[[ SUPPLIED MATERIAL open ]]

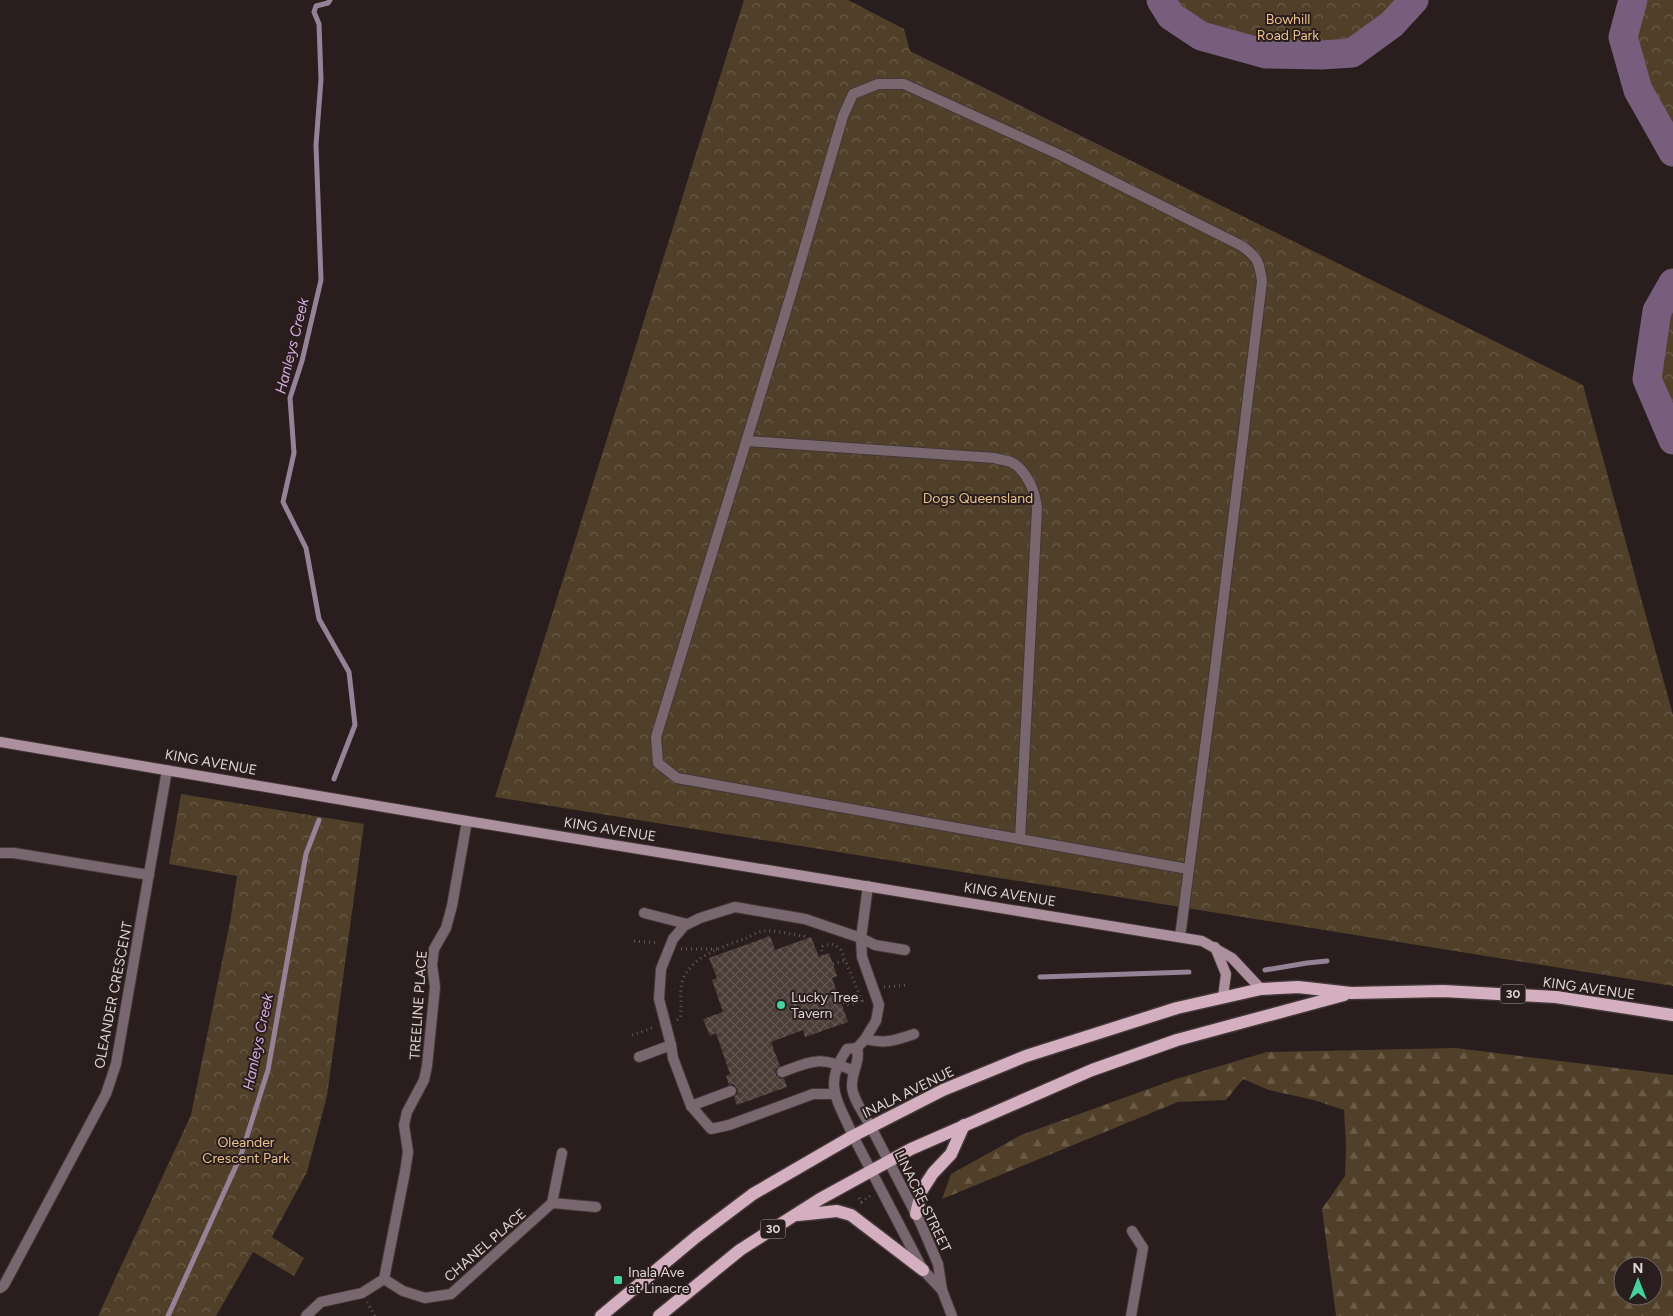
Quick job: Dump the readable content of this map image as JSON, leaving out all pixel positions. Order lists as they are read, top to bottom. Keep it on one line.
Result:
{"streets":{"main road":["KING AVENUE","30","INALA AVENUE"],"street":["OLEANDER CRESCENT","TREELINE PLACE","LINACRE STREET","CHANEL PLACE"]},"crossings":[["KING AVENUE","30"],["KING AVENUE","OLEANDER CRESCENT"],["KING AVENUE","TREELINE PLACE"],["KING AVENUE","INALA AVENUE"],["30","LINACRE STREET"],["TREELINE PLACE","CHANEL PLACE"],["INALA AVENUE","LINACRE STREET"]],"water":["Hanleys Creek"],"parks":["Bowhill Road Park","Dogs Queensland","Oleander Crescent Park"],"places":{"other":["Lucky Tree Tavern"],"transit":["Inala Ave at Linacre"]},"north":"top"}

[[ SUPPLIED MATERIAL closed ]]

Write out the data above precisely. Pictures stay out.

RESPONSE:
Quick job: Dump the readable content of this map image as JSON, leaving out all pixel positions. Order lists as they are read, top to bottom. Keep it on one line.
Result:
{"streets":{"main road":["KING AVENUE","30","INALA AVENUE"],"street":["OLEANDER CRESCENT","TREELINE PLACE","LINACRE STREET","CHANEL PLACE"]},"crossings":[["KING AVENUE","30"],["KING AVENUE","OLEANDER CRESCENT"],["KING AVENUE","TREELINE PLACE"],["KING AVENUE","INALA AVENUE"],["30","LINACRE STREET"],["TREELINE PLACE","CHANEL PLACE"],["INALA AVENUE","LINACRE STREET"]],"water":["Hanleys Creek"],"parks":["Bowhill Road Park","Dogs Queensland","Oleander Crescent Park"],"places":{"other":["Lucky Tree Tavern"],"transit":["Inala Ave at Linacre"]},"north":"top"}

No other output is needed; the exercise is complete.